Thu., Feb. 5, 9:30 p.m., 2015



Remember the tearjerker where Arnold, ever the do-gooder, helps his neighbor reunite with a long-lost daughter for Christmas? How about Tommy’s dad’s turbocharged menorah? And who could forget the greatest Yaksmas special ever on television? Instead of snow, rejoice as slime falls from the sky this holiday. At A Very Nickelodeon Christmas Party, watch yuletide specials of your favorite ’90s Nicktoons like Hey Arnold!, Rugrats, and Ren and Stimpy with fellow seasonal nostalgists. Brush up for trivia before engaging in themed drinking games and dancing to silly Christmas carols. And just for the heck of it, an ugly-sweater contest to boot. The party’s Facebook page is taking requests — “Rocko’s Modern Christmas,” anyone?
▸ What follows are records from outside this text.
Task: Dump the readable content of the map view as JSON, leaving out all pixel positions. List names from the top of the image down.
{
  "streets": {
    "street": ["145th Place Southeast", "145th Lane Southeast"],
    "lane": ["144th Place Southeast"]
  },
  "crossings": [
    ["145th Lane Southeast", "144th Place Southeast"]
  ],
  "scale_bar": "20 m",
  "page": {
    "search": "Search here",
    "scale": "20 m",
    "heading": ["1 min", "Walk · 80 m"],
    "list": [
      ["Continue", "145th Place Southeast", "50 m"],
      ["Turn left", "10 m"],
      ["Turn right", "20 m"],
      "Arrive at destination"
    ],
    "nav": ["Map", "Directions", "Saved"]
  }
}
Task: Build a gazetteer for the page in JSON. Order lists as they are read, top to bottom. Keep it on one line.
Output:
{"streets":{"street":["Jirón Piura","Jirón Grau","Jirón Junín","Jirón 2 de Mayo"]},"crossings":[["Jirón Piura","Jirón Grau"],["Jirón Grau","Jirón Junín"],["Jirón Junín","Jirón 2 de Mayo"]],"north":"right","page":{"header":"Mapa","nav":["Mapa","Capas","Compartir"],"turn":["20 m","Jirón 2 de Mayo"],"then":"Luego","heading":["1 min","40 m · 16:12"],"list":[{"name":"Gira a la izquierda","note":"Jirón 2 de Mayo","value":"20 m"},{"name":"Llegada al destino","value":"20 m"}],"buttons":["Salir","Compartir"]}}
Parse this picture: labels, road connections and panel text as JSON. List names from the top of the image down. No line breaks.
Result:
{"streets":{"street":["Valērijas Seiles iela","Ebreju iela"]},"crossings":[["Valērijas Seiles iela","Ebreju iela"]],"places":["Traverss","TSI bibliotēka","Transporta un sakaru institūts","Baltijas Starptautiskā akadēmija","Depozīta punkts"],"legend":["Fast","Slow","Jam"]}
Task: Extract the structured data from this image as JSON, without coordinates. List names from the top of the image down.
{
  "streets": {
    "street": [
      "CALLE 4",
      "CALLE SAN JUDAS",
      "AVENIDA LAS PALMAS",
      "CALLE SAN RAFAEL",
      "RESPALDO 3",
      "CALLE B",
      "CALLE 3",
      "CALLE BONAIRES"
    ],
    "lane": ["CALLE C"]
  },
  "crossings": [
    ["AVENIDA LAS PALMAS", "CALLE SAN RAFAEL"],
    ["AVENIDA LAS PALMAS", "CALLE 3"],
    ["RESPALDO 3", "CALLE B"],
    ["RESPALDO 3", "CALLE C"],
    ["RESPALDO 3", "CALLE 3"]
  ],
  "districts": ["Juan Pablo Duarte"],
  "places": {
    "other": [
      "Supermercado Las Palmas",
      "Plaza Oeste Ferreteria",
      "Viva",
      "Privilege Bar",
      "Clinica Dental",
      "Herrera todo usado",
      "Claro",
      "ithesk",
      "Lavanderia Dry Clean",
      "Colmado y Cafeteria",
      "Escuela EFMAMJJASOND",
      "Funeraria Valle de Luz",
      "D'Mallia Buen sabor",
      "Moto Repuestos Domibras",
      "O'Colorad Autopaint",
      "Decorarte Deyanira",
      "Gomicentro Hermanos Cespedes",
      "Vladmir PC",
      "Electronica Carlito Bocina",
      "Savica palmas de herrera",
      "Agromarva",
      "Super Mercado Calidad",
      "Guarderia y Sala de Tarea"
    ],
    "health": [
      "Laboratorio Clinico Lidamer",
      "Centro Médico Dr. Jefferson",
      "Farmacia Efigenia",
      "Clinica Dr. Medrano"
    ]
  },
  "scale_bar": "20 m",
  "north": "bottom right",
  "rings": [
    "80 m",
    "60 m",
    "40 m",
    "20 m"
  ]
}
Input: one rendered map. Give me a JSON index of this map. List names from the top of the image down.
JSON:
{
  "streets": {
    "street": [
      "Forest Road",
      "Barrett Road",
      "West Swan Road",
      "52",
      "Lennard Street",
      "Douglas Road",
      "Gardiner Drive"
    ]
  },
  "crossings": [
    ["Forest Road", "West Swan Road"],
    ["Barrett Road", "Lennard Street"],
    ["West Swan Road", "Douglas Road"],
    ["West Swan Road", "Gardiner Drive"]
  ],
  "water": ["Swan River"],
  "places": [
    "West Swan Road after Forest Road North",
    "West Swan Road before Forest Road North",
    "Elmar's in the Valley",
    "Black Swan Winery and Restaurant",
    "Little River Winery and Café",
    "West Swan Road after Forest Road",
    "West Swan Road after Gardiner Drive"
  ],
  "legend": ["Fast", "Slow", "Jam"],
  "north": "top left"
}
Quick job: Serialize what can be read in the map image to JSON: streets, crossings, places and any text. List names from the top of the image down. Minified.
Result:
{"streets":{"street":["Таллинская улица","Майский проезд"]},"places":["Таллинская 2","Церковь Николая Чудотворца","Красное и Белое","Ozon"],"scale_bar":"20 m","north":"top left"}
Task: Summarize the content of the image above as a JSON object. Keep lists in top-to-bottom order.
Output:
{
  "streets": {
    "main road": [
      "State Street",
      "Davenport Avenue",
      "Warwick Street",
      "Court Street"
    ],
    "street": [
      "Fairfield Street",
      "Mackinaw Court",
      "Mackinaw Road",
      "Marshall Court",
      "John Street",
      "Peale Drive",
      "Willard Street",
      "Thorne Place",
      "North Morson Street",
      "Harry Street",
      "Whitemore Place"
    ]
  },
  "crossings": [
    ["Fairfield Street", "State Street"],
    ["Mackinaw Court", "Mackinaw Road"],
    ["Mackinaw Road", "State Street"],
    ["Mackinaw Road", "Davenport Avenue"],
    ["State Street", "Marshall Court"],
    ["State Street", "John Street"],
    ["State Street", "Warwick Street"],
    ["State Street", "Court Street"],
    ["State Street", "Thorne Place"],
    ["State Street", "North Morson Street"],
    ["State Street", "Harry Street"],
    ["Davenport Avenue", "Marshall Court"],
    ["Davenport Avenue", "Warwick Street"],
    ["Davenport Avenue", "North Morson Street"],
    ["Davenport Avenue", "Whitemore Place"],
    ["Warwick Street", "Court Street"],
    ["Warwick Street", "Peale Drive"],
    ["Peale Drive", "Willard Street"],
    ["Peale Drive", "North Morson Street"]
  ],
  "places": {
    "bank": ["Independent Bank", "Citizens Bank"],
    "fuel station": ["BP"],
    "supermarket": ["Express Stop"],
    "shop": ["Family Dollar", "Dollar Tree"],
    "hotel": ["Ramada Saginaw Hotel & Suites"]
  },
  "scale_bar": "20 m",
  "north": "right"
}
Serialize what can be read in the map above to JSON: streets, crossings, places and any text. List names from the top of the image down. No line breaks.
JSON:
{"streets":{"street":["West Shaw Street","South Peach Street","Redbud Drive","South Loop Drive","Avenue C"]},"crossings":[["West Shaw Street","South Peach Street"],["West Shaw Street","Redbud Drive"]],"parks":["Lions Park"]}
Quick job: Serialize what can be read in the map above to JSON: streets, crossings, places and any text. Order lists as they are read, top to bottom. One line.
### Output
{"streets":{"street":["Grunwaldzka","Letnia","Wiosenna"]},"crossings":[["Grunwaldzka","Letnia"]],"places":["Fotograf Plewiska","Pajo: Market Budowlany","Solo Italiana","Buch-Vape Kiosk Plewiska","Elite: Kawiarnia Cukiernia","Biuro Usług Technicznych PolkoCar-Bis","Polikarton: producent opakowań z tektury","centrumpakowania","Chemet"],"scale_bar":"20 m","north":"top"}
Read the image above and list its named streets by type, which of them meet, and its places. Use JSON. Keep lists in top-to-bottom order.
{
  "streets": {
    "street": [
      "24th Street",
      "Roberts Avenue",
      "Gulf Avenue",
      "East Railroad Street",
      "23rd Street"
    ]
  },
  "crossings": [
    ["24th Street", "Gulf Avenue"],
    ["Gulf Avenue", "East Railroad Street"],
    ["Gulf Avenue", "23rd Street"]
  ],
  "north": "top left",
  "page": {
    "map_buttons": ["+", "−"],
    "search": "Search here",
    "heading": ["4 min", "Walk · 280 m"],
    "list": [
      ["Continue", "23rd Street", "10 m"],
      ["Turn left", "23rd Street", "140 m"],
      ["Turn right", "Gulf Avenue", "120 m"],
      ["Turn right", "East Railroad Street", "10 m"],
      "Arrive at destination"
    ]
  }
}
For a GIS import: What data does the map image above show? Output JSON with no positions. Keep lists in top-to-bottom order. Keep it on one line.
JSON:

Fri., Dec. 19, 9:30 p.m., 2014



What better way to attain post-Thanksgiving catharsis than with a grindhouse double feature in which large numbers of characters are outrageously dispensed with on the cherished day of feasting? This is precisely the event Videology — working in collaboration with the NY Horror Movie Group and NYC Grindhouse — has in store, and the two movies scheduled to screen could hardly be more appropriate. Home Sweet Home (1981), directed by Nettie Peña (who edited the 1978 porn flick Dracula Sucks), follows a PCP-addled escaped mental patient (played by Jake Steinfeld, of Body by Jake fame) as he mows down a group of people at a secluded ranch. The second selection, ThanksKilling, boasts an even more absurd premise: a homicidal turkey preying on a lineup of college students. You know if you’re the target audience for these movies — and if you are, you’ll have a blast.

Fri., Nov. 28, 7:30 p.m., 2014



The now familiar platform of the TED Talk is one that’s loveably academic and incredibly earnest — and its been ripe for parody quite some time now. Enter TEDxxx — Ideas Worth Dreading, a series of tongue-in-cheek lectures given by passionate, knowledgeable and very drunk writers and comedians. Examples of some of the slated presentations include Jezebel’s Culture Editor Julianne Escobedo Shepherd on “Get Off My Dick: How Masculinist Fashion Trends Like Health Goth and Athleisure are Pillaging the Streets and Destroying America’s Youth,” and plenty of others. It’s a great bridge between hearing intelligent, funny people talk seriously about subjects they know well, and getting drunk with said people. There will be power points and assuredly, plenty of puns. Space is limited so RSVP for guaranteed entry until the capacity has been reached.